(Stored items)
◇ ◇ ◇ ◇ ◇ ◇ ◇
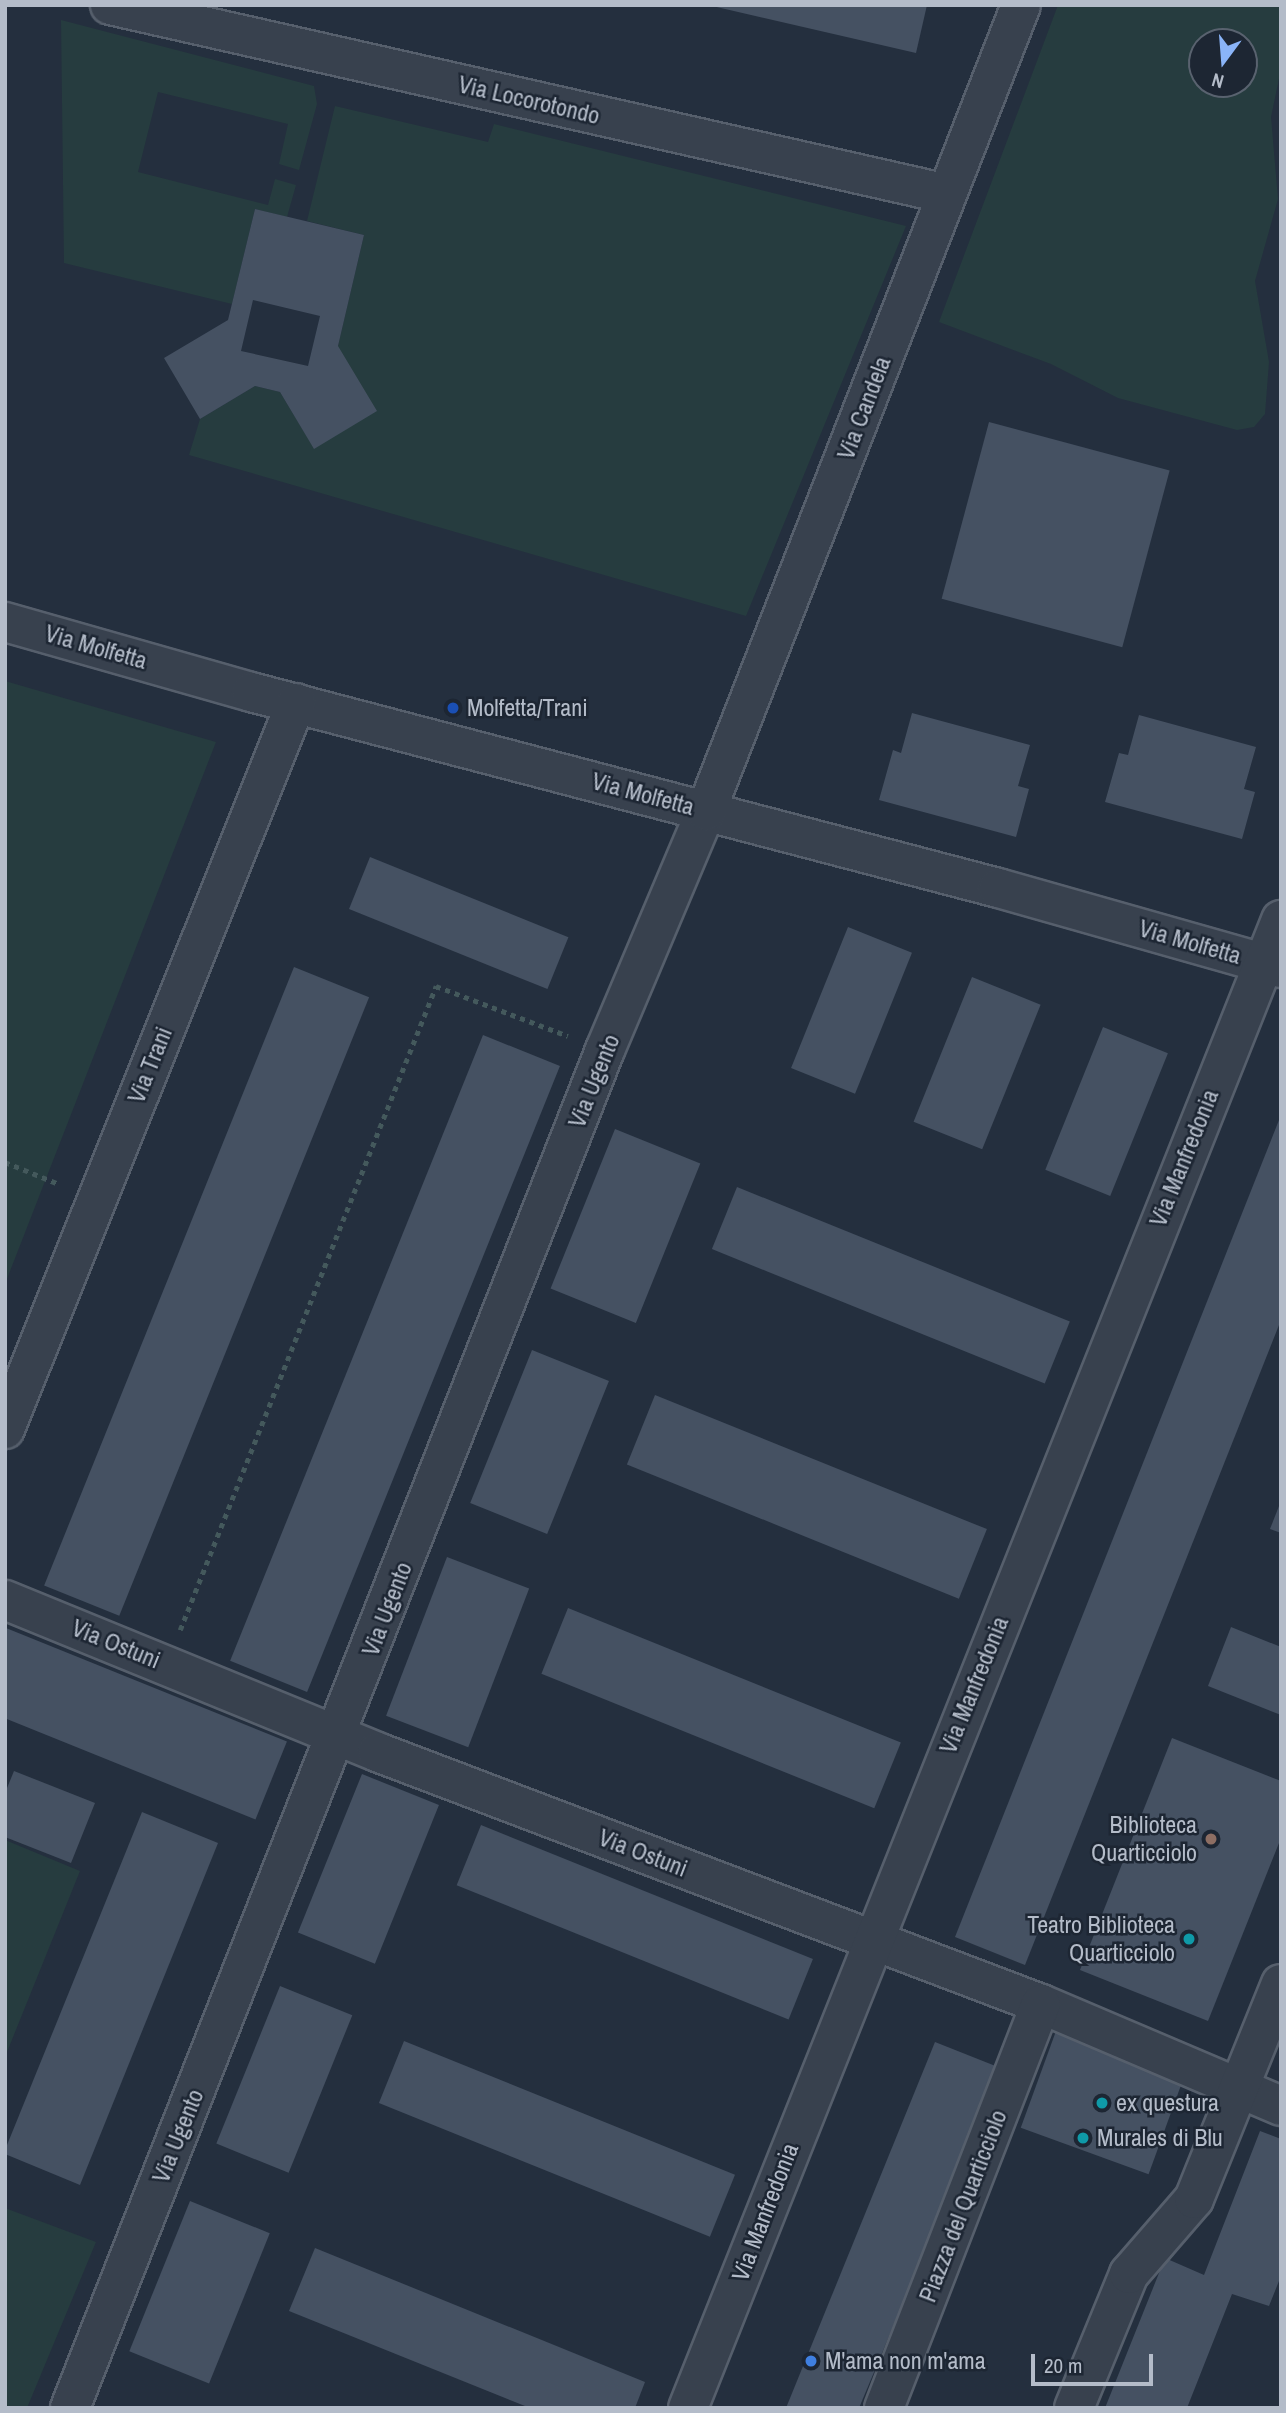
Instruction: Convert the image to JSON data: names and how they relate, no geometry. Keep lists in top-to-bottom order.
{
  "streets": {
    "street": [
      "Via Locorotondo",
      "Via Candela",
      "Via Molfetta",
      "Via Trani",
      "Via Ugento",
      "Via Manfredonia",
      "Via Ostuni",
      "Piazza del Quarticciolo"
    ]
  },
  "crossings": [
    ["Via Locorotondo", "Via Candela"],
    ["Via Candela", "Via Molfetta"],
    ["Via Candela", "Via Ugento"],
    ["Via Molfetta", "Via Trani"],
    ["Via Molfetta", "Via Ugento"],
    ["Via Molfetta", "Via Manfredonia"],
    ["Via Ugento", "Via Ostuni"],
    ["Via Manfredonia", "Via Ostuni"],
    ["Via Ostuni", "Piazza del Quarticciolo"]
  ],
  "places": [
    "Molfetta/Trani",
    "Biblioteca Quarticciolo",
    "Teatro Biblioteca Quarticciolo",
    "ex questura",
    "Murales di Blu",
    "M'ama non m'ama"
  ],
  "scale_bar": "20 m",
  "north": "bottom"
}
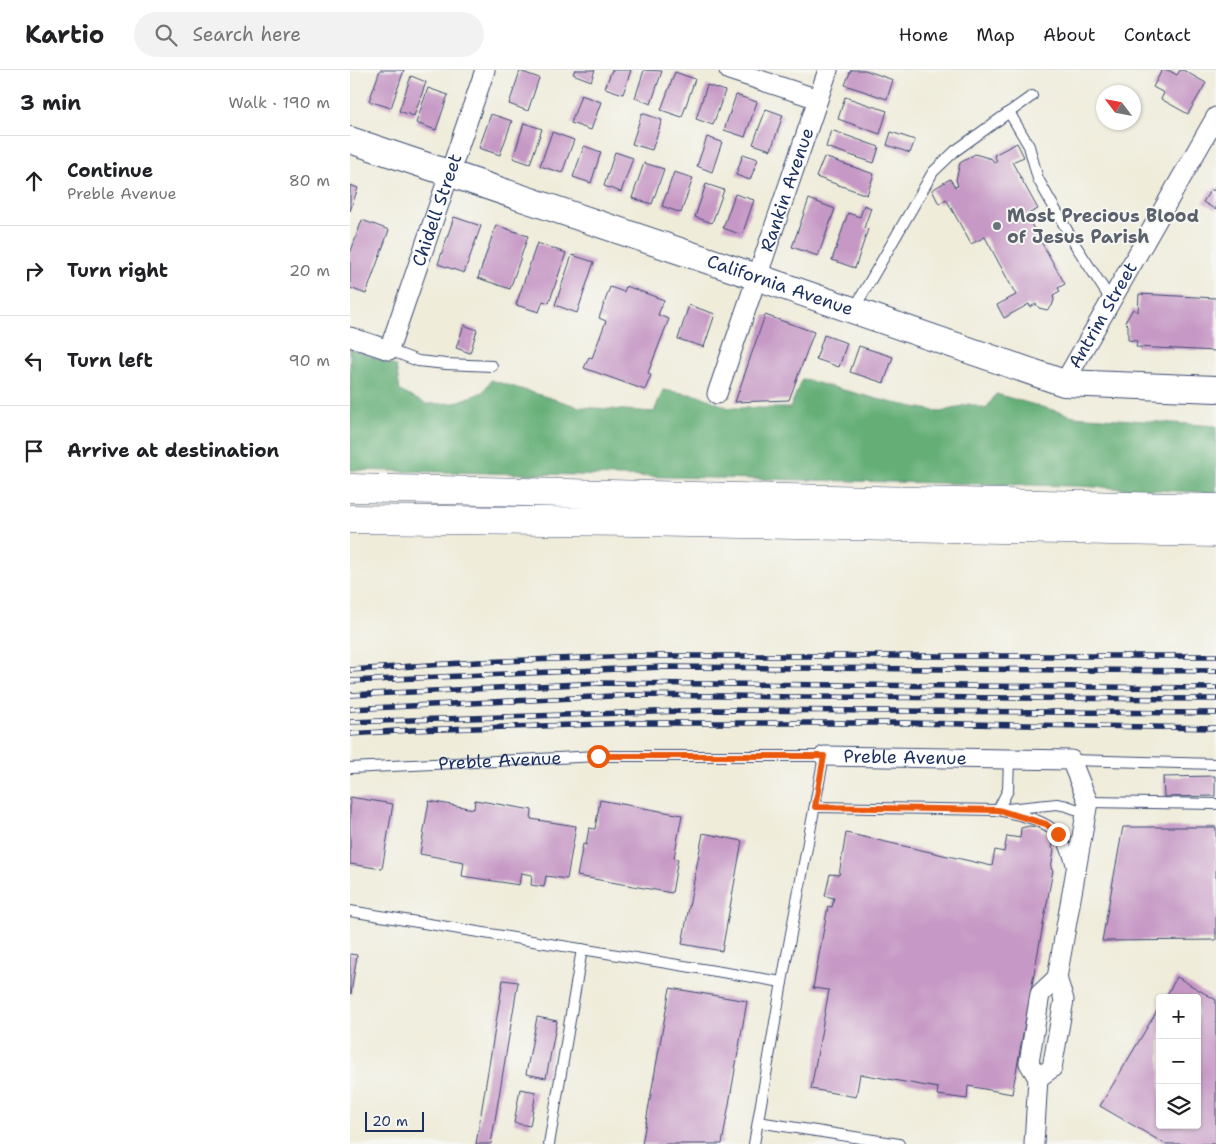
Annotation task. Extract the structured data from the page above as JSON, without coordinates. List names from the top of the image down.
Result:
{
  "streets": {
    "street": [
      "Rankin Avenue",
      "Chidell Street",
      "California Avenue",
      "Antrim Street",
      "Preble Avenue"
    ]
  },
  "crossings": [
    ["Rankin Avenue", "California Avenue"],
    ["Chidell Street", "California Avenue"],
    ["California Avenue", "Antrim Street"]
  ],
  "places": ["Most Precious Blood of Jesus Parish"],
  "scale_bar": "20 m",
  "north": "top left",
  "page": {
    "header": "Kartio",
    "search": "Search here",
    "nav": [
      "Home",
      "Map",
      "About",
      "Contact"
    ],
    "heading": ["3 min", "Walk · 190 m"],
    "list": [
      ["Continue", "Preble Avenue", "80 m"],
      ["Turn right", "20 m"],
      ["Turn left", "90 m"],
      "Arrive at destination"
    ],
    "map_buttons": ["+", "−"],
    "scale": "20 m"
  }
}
◇ ◇ ◇ ◇ ◇ ◇ ◇
Problem to solve –
Copy out each line of the data where the string "Piazza" appears.

Solution –
      "Piazza del Quarticciolo"
    ["Via Ostuni", "Piazza del Quarticciolo"]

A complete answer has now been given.